I’ve mentioned before, but I rarely if ever read fiction and here there is another first where I almost never read fiction series. Red Rising started as a book in our Fiction of the Future book club, but I was completely captured by the story and the society that Brown created. I was particularly struck by the lessons on leadership that Darrow learns in the institute.

image

Golden Son

As I read the second book in the Red Rising trilogy you realize what power friendships can have; the idea that they take years to make and moments to break. When life is on the line, that can make the difference between living or dying. I listened to stories of betrayal in this book, and felt genuinely nervous as I went to work, almost irrationally so, because you rarely know what people are thinking, or how they feel.

image

Morning Star

Fiction often gives us the opportunity to overestimate the impact we can actually have on the world around us. But sometimes you have to overestimate to get you off the couch and into the game. And also, here’s a random quote: “Forget a man’s name and he’ll forgive you. Remember it, and he’ll defend you forever.”

image

The War on Normal People

When I look at politicians, I rarely see characteristics that I can relate to. Andrew Yang, coming from a tech background, is already someone I can more easily relate to. But more than anything, as an investor I see every day the companies that are being built specifically to replace people. We don’t talk about it in terms of ‘lost jobs’ but rather increased efficiencies. But automation is a real and systemic issue that will affect every facet of our lives.

image

Stories I Only Tell My Friends

Rob Lowe is someone I’ve been inspired by in shows like The West Wing and entertained by in shows like Parks & Recreation. You don’t think about how someone’s life evolves over time, you often only see them in snapshots. When my wife told me about this book, it was a story that felt worth understanding as an evolution. I’ve never been one to obsess over famous people, but I’ve always been one to appreciate a story.

image

Law of the Harvest

Everyone is left to decide for themselves what they believe in regards to whether or not there is a God. I am a member of the Church of Jesus Christ of Latter-Day Saints, also referred to as the Mormon Church. Not only do I believe in God, but I belong to a church that believes in proselytizing; sharing the message of what we believe. The discipline of church growth has fascinated me, and this book speaks specifically to the methods and data behind how churches of any denomination grow.

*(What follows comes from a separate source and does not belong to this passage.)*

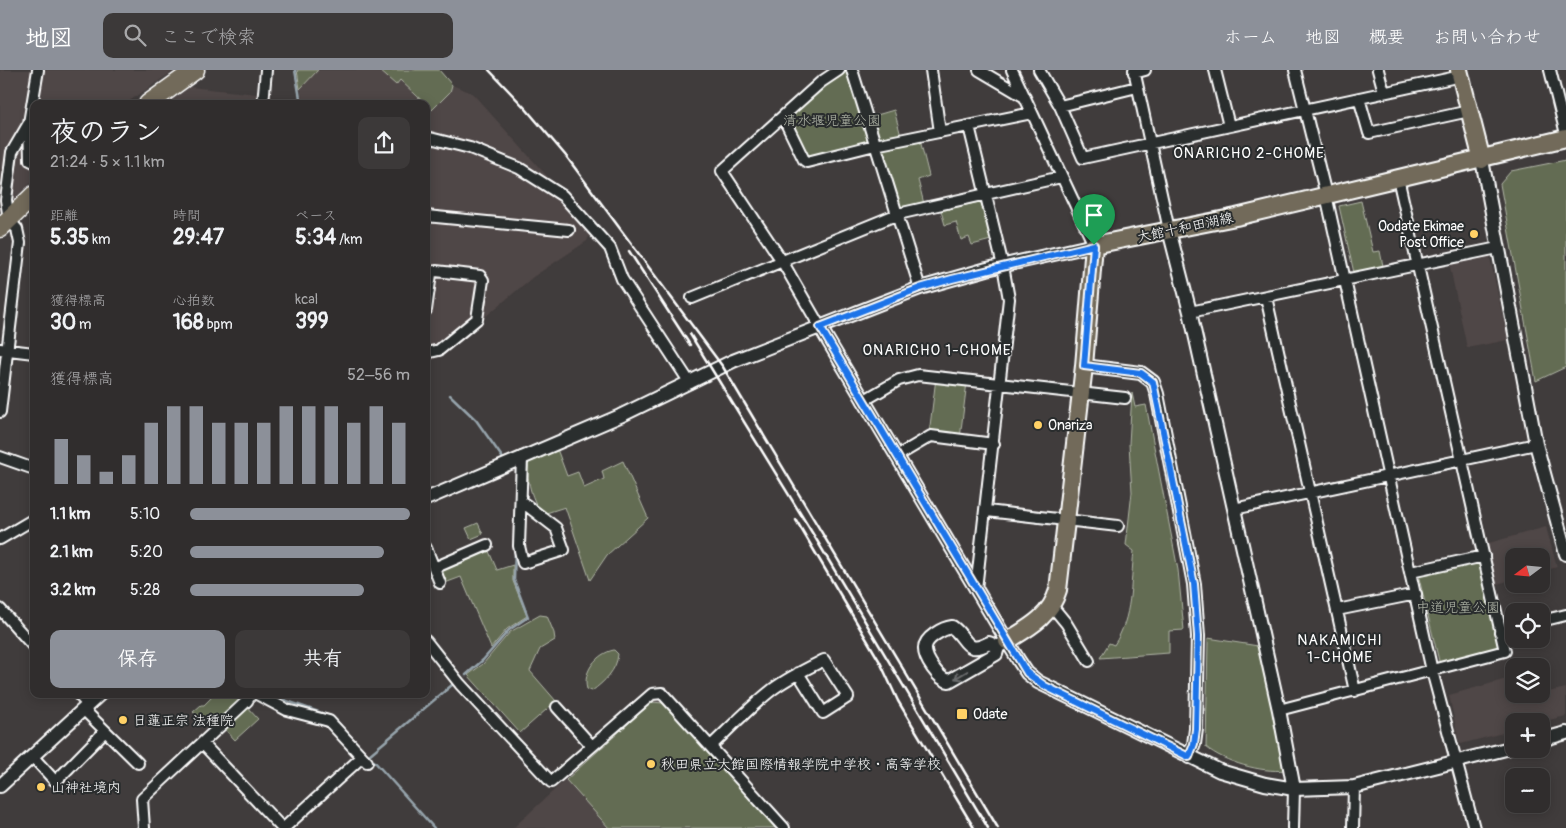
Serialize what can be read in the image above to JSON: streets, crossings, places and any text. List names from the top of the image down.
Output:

My brother shared a quote with me that struck to the core of why people of my faith go out in such fervor to share our beliefs. The quote comes from Penn Jillette, a famous magician (the Penn in Penn & Teller) and he clearly lays out why, if you believe in a bigger picture, you should do everything you can to share that news (and do note, Penn is a vocal atheist.)

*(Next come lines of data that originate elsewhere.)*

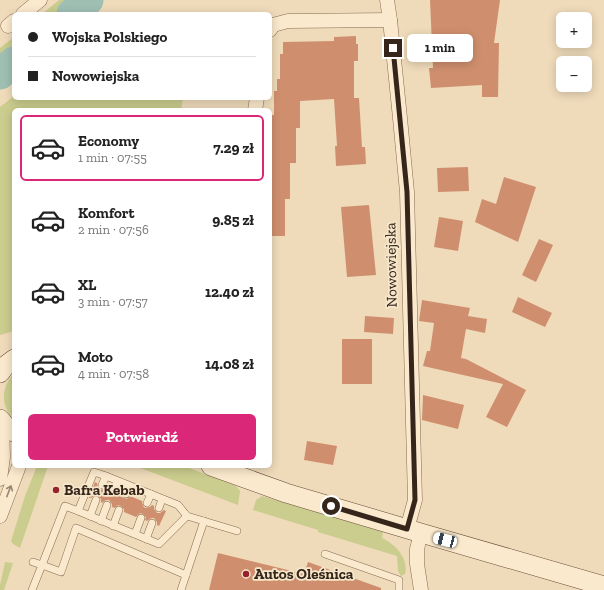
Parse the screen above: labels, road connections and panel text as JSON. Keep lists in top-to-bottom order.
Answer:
{
  "streets": {
    "street": ["Nowowiejska"]
  },
  "places": ["Bafra Kebab", "Autos Oleśnica"],
  "page": {
    "map_buttons": ["+", "−"],
    "banner": ["Wojska Polskiego", "Nowowiejska"],
    "bubble": "1 min",
    "list": [
      {
        "name": "Economy",
        "note": "1 min · 07:55",
        "value": "7.29 zł"
      },
      {
        "name": "Komfort",
        "note": "2 min · 07:56",
        "value": "9.85 zł"
      },
      {
        "name": "XL",
        "note": "3 min · 07:57",
        "value": "12.40 zł"
      },
      {
        "name": "Moto",
        "note": "4 min · 07:58",
        "value": "14.08 zł"
      }
    ],
    "buttons": "Potwierdź"
  }
}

“I’ve always said that I don’t respect people who don’t proselytize. I don’t respect that at all. If you believe that there’s a heaven and a hell, and people could be going to hell or not getting eternal life, and you think that it’s not really worth telling them this because it would make it socially awkward — and atheists who think people shouldn’t proselytize and who say just leave me along and keep your religion to yourself — how much do you have to hate somebody to not proselytize? How much do you have to hate somebody to believe everlasting life is possible and not tell them that? I mean, if I believed, beyond the shadow of a doubt, that a truck was coming at you, and you didn’t believe that truck was bearing down on you, there is a certain point where I tackle you. And this is more important than that.”
image

Iron Gold

While the Red Rising trilogy ended, I went back and forth on whether I would read the first book that continued the series. There is something to be said about a good ending. Not always a happy ending, but a good one. The next series is a future continuation of the story I’d fallen in love with. And when I decided to read it, any possibilities that formed in my head would give way to what Pierce Brown wrote. But I couldn’t help myself, I had to know what happened next.